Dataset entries
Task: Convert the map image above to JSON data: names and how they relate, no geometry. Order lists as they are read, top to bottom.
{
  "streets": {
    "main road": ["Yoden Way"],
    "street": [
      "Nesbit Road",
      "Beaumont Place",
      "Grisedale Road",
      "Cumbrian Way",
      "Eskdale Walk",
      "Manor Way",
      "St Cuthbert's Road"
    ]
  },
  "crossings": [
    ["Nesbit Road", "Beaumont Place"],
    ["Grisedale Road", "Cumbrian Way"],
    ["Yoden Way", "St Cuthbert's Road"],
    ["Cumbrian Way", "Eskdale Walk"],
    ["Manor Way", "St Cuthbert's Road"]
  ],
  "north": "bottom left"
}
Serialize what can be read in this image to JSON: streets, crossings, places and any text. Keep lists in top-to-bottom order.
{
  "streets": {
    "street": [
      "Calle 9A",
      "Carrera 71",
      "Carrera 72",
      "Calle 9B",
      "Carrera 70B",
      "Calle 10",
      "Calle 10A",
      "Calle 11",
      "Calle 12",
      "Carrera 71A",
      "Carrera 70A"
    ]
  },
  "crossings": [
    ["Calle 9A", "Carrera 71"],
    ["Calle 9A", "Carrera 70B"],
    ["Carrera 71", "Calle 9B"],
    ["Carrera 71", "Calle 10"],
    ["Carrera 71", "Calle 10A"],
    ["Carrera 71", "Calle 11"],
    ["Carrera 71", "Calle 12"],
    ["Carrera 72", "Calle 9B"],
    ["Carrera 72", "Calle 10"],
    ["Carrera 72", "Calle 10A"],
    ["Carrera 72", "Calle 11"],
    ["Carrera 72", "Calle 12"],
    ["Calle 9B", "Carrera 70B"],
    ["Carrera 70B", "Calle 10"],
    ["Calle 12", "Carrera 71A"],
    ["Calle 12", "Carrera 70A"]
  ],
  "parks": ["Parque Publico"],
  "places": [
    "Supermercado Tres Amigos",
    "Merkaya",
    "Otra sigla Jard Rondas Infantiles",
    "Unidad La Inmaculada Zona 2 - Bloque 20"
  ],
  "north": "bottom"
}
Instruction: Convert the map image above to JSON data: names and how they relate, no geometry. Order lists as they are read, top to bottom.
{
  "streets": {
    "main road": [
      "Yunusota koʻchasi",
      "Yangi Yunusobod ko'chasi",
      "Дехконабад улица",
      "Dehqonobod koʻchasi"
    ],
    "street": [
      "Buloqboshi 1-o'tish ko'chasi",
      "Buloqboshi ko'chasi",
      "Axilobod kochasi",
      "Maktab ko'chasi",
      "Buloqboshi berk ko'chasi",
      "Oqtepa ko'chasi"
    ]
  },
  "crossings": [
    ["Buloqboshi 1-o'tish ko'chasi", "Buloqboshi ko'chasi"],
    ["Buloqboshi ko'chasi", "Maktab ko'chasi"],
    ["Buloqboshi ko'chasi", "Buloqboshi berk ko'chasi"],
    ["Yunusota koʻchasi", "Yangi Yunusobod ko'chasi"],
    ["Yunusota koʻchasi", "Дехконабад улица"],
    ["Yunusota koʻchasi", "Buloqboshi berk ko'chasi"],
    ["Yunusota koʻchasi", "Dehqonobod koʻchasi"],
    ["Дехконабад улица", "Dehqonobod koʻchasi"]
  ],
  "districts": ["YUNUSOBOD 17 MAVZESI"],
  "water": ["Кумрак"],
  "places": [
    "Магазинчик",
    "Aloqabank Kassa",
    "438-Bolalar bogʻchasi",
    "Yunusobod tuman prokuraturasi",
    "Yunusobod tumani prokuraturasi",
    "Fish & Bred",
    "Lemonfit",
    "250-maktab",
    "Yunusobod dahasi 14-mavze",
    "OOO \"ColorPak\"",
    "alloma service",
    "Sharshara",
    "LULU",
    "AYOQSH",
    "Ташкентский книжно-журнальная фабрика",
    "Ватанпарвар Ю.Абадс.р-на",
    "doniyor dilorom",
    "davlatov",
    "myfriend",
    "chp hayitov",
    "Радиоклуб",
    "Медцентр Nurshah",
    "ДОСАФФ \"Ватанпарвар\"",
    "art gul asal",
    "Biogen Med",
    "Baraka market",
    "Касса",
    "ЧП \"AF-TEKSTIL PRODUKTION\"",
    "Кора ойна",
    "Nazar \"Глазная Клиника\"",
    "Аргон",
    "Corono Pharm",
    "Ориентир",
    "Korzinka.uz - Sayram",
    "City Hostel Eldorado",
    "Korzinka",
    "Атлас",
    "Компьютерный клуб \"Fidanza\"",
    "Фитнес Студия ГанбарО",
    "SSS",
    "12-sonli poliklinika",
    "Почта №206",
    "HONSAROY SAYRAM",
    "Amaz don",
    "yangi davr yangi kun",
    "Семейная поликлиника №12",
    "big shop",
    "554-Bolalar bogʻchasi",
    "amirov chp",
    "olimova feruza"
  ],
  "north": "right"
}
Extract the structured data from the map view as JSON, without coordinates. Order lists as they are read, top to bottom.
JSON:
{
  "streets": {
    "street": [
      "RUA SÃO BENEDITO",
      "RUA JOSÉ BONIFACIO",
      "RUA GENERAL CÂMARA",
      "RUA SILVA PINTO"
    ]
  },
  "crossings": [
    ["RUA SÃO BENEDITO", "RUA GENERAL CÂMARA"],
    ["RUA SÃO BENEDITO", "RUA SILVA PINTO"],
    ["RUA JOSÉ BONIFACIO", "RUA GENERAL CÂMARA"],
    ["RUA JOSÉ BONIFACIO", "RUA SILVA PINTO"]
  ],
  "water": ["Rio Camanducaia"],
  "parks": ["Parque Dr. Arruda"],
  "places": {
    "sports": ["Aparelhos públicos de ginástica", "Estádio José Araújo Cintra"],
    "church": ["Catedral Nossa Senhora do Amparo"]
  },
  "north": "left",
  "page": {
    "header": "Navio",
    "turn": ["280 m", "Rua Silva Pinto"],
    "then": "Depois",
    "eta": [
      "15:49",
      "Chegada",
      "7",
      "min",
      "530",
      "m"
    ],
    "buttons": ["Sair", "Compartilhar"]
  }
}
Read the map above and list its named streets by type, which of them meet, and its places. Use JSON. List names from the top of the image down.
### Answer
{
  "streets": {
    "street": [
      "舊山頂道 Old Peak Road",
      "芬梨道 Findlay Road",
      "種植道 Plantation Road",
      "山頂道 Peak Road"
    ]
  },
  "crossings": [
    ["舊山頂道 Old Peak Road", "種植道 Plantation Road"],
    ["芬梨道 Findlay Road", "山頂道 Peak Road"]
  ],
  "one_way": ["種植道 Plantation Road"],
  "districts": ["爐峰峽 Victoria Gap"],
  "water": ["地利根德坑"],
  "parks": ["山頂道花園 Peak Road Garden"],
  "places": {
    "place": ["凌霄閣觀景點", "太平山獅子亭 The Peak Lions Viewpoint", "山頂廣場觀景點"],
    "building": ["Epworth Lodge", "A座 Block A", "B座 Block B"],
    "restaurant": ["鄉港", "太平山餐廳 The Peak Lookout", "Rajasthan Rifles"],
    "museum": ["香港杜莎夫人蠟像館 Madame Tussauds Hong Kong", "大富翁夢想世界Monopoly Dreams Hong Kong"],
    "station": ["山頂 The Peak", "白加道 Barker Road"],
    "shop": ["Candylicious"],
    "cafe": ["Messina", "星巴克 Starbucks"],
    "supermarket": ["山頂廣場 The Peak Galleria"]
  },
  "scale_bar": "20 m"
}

Goal of the exercise: Search the records for the word "lists", then list every line that has it.

Reply:
Task: Convert the map image above to JSON data: names and how they relate, no geometry. Order lists as they are read, top to bottom.
Serialize what can be read in this image to JSON: streets, crossings, places and any text. Keep lists in top-to-bottom order.
Instruction: Convert the map image above to JSON data: names and how they relate, no geometry. Order lists as they are read, top to bottom.
Extract the structured data from the map view as JSON, without coordinates. Order lists as they are read, top to bottom.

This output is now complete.